最近のマイブームは【作曲家 阿久悠】。理由はなぜだかわからない。ただ久しぶりに聴いた石川さゆりの「津軽海峡冬景色」が妙に心に刺さってしまった。
上野発の夜行列車降りたときから青森駅は雪の中 北へ帰る人の群れは誰も無口で…
あの詩を読んでみると心破れた女と北の厳しい冬の情景がリアルに思い浮かぶ。他には八代亜紀「舟歌」。お酒はぬるめの燗がいい 肴はあぶったイカでいい 女は無口な人がいい…。不器用で孤高な漁師の唄。高倉健さんを思い浮かべる。
そんな詩を書き上げる今は亡き阿久悠さんに魅力を感じる。

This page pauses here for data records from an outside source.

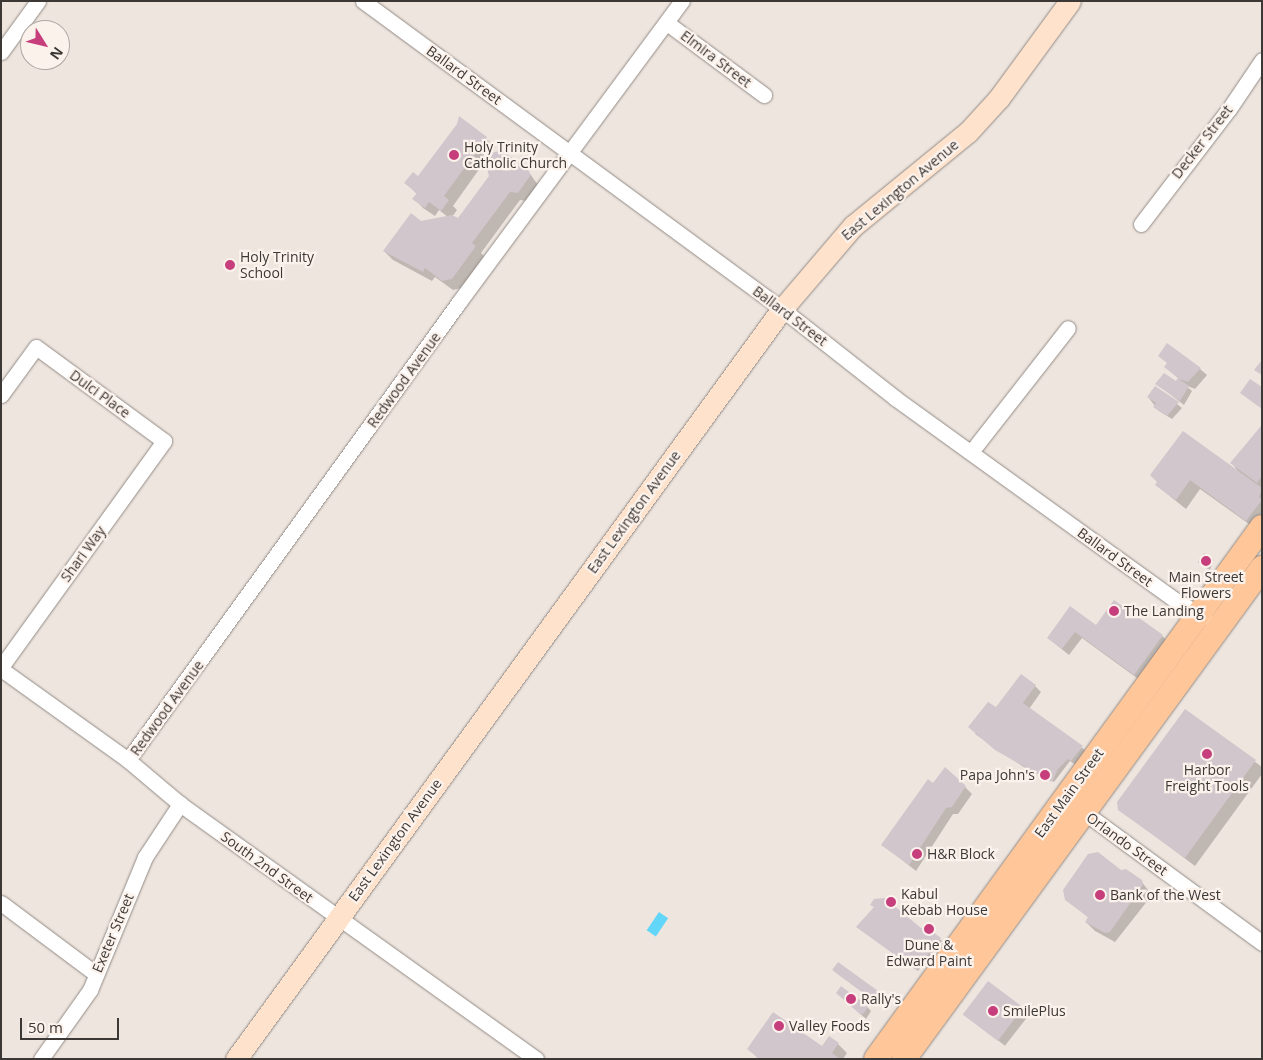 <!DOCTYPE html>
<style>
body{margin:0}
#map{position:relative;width:1263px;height:1060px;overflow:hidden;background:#eee5df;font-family:"Open Sans",sans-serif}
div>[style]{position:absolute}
.water>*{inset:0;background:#61d6f8;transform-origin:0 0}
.shadow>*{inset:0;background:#0003;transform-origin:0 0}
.building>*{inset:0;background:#d0c6cc;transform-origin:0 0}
.roads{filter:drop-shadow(0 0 1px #928a84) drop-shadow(0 0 1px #928a84)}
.street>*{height:15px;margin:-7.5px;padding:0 7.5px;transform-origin:7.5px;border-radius:7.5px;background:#fff}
.secondary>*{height:21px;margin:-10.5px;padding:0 10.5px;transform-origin:10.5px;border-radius:10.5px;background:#fee2cc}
.primary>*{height:24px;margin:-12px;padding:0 12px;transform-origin:12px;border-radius:12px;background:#fec699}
.dots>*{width:14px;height:14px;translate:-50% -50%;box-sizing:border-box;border:2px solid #fcf2ec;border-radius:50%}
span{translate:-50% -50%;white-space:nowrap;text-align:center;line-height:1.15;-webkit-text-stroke:4.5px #fcf2ec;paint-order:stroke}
.street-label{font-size:14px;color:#3c3836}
.poi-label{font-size:14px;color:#3c3836}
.left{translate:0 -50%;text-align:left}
.right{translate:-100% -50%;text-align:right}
.frame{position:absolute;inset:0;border:2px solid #3c3836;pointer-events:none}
.north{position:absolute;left:20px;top:20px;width:50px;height:50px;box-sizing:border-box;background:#fcf2ec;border:1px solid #afa8a3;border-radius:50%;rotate:126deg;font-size:14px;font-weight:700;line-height:20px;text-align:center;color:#3c3836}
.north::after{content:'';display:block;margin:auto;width:18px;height:22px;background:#c63e7b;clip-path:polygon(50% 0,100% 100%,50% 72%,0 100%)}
.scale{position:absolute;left:20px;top:1018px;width:99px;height:22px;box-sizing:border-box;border:2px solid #3c3836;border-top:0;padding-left:6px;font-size:15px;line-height:18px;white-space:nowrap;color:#3c3836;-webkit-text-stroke:4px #fcf2ec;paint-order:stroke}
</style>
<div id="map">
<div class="water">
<i style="left:659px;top:912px;width:11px;height:22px;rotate:34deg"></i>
</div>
<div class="shadow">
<i style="clip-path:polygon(486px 138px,495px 147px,453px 206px,457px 210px,452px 217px,458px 220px,528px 171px,538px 185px,527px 201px,520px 200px,481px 253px,484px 256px,461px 288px,453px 290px,435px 277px,432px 281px,393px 260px,384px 251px,421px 222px,448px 217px,439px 210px,435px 216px,423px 208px,414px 198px,417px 194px,406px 183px)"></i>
<i style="clip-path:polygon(1166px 367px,1200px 369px,1207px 375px,1195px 389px,1185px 385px,1192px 391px,1184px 405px,1157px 384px,1176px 383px,1179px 379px)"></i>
<i style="clip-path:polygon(1155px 387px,1182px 408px,1172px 419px,1159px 411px,1148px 397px)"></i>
<i style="clip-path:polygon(1262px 425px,1262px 522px,1256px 529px,1200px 489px,1186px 509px,1156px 485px,1239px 473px,1232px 463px)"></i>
<i style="clip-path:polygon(1213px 561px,1210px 570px,1201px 564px)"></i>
<i style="clip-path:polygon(1096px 626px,1162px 636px,1169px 642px,1141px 681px,1082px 638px,1069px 655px,1048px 638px)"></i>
<i style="clip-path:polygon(1035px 686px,1041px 692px,1029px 709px,1089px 753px,1079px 767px,1070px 761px,1054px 782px,1041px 773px,1034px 774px,975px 734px)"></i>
<i style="clip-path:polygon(1185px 710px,1262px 767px,1262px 774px,1195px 866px,1119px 809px)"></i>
<i style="clip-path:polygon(933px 785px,965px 787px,972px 794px,958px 814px,953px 814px,916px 871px,883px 845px)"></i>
<i style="clip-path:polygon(1121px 871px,1141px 881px,1152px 895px,1115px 942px,1095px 931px,1086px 922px,1089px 918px,1066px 899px)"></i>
<i style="clip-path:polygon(925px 928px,942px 941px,918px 971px,860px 929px)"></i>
<i style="clip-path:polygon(835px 972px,879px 994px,881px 996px,876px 1002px)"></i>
<i style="left:988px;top:983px;width:52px;height:39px;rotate:38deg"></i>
<i style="clip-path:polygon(842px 997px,867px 1007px,871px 1011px,866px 1019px)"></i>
<i style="clip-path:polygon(838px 1044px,847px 1053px,843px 1059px,759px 1059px,748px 1049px,822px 1048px)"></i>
</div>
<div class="building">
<i style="clip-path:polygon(459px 116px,487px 137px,444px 196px,449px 200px,441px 211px,429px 202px,425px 208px,412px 199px,417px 193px,404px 183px,413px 172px,418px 176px,457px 124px)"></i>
<i style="clip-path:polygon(503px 151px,529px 170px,530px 176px,518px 193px,510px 192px,472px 243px,476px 246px,452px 279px,442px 281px,425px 268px,423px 272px,383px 251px,411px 213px,421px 221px,452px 215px,458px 218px,489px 176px,486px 165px,494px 152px)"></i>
<i style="clip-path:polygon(1167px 343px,1201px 368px,1188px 382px,1179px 379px,1189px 386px,1180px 401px,1155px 384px,1164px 373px,1176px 381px,1178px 378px,1164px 367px,1167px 363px,1158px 356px)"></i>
<i style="clip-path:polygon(1262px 360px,1262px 375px,1254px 370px)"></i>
<i style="clip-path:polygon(1250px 379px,1262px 387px,1262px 409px,1240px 393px)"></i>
<i style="clip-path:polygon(1155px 386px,1179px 402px,1167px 416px,1153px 407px,1156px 403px,1147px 397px)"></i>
<i style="clip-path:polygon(1262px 425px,1262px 476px,1257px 483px,1230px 463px)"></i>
<i style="clip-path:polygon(1183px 431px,1262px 488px,1259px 497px,1262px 500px,1246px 521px,1190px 480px,1176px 500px,1155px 485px,1157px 482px,1150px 475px)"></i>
<i style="left:1204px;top:553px;width:12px;height:11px;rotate:35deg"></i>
<i style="clip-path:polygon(1114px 600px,1163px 635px,1134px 675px,1075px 632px,1062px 649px,1047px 638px,1070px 606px,1096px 625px)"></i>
<i style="clip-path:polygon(1021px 674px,1036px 685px,1023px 703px,1083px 746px,1071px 761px,1068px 759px,1058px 769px,1052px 782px,995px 750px,968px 727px,988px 702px,996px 707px)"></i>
<i style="clip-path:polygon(1185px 709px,1256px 760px,1185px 858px,1118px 810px,1117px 802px)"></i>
<i style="clip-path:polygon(945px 767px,966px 786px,952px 807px,946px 808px,909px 865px,881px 845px,928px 779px,933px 783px)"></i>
<i style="clip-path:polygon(1098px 852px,1121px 870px,1126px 869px,1142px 880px,1143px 885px,1110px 932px,1105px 933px,1085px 922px,1088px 917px,1065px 900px,1063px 890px,1088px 854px)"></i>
<i style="clip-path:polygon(885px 898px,921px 928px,926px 927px,941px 938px,916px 970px,856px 927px,874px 907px,870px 905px,874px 899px)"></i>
<i style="left:838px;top:962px;width:52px;height:10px;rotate:36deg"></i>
<i style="left:988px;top:981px;width:44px;height:42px;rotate:37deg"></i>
<i style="clip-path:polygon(841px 986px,868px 1006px,865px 1012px,861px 1015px,836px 993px)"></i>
<i style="clip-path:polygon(773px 1012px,822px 1046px,829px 1036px,839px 1043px,832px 1053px,840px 1059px,760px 1059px,747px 1049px)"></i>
</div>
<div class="roads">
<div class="street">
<i style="left:363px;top:1px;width:520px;rotate:36.32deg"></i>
<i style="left:782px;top:309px;width:144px;rotate:38.2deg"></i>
<i style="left:895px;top:398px;width:345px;rotate:35.8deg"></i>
<i style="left:1175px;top:600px;width:34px;rotate:30deg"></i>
<i style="left:667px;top:23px;width:121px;rotate:36.6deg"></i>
<i style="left:1px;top:52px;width:63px;rotate:-54deg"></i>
<i style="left:1141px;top:224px;width:145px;rotate:-52.6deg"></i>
<i style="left:1229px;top:109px;width:59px;rotate:-56deg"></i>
<i style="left:1px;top:395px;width:59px;rotate:-53.9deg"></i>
<i style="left:36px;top:347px;width:159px;rotate:36.3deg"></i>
<i style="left:164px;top:441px;width:279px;rotate:125.8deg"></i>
<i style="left:971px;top:452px;width:157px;rotate:-52deg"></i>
<i style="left:1px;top:669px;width:156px;rotate:35.6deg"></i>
<i style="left:128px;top:760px;width:68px;rotate:40.2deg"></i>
<i style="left:180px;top:804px;width:438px;rotate:35.6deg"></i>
<i style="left:128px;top:760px;width:565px;rotate:-54.14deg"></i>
<i style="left:459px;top:302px;width:375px;rotate:-53.5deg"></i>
<i style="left:1077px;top:807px;width:230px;rotate:36.3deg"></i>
<i style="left:1px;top:903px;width:119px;rotate:36.8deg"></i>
<i style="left:41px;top:1059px;width:85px;rotate:-54.6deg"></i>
<i style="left:90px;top:990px;width:144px;rotate:-67.5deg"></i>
<i style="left:145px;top:857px;width:64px;rotate:-56.6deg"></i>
</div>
<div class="secondary">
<i style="left:236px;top:1059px;width:928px;rotate:-53.95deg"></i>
<i style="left:782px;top:309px;width:109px;rotate:-49.5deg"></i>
<i style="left:853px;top:226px;width:149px;rotate:-39.3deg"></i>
<i style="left:968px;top:132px;width:46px;rotate:-47.6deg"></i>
<i style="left:999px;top:98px;width:120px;rotate:-53.8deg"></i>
</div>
<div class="primary">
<i style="left:876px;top:1059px;width:657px;rotate:-54.04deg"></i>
<i style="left:904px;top:1059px;width:608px;rotate:-53.9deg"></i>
</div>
</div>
<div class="dots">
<i style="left:454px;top:155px;background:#c63e7b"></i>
<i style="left:230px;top:265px;background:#c63e7b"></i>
<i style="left:1206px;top:561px;background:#c63e7b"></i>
<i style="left:1114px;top:611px;background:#c63e7b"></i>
<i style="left:1207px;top:754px;background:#c63e7b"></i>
<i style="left:1045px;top:775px;background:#c63e7b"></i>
<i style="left:917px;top:854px;background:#c63e7b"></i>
<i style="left:1100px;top:895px;background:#c63e7b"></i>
<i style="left:891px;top:902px;background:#c63e7b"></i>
<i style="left:929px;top:929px;background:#c63e7b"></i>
<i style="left:851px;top:999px;background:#c63e7b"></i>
<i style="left:993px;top:1011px;background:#c63e7b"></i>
<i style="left:779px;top:1026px;background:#c63e7b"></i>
</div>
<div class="street-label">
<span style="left:716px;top:59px;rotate:37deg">Elmira Street</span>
<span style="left:464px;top:75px;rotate:36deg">Ballard Street</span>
<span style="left:1202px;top:142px;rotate:-52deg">Decker Street</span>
<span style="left:900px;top:190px;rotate:-40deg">East Lexington Avenue</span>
<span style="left:790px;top:316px;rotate:37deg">Ballard Street</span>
<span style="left:404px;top:380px;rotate:-54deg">Redwood Avenue</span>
<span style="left:100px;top:394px;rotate:36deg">Dulci Place</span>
<span style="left:634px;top:512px;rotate:-54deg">East Lexington Avenue</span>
<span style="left:83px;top:554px;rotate:-54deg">Shari Way</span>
<span style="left:1115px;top:557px;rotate:36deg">Ballard Street</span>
<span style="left:167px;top:708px;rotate:-54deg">Redwood Avenue</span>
<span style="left:1069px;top:793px;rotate:-54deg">East Main Street</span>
<span style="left:395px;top:840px;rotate:-54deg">East Lexington Avenue</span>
<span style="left:1127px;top:844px;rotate:36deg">Orlando Street</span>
<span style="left:267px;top:867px;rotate:36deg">South 2nd Street</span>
<span style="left:113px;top:933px;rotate:-67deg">Exeter Street</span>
</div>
<div class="poi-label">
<span class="left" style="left:464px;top:155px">Holy Trinity<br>Catholic Church</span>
<span class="left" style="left:240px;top:265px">Holy Trinity<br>School</span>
<span style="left:1206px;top:585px">Main Street<br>Flowers</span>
<span class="left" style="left:1124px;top:611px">The Landing</span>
<span style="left:1207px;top:778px">Harbor<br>Freight Tools</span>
<span class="right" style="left:1035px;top:775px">Papa John's</span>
<span class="left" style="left:927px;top:854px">H&amp;R Block</span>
<span class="left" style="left:901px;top:902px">Kabul<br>Kebab House</span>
<span class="left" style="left:1110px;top:895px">Bank of the West</span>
<span style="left:929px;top:953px">Dune &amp;<br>Edward Paint</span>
<span class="left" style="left:861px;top:999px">Rally's</span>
<span class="left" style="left:1003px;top:1011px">SmilePlus</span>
<span class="left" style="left:789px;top:1026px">Valley Foods</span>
</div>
<div class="frame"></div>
<div class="north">N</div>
<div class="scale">50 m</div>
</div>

作詞家としてデビューしたのは昭和40年、ちょうど私が生まれた年だ。それから約5000もの詩を書き上げたそうだ。一つの詩の中で映画のシーンを想像させ、主人公の心模様まで映し出してしまう。それにあの哀愁を帯びたメロディーが重なるからたまらない。
我々の業界もコピーライトやライティングの業務がある。商品やサービスをわかり易く伝える手法であるがこれがなかなか難しい。伝えるものをよく理解しなければならないし、受け手のことも想像しなければならない。しかもその表現方法も様々である。私がそれをやることはないが、苦手である。自分には表現の語彙が少ないから薄っぺらなものになってしまう。作詞家阿久悠さんのように映画やドラマのシーンが想定できるような能力があればとつくづく思う。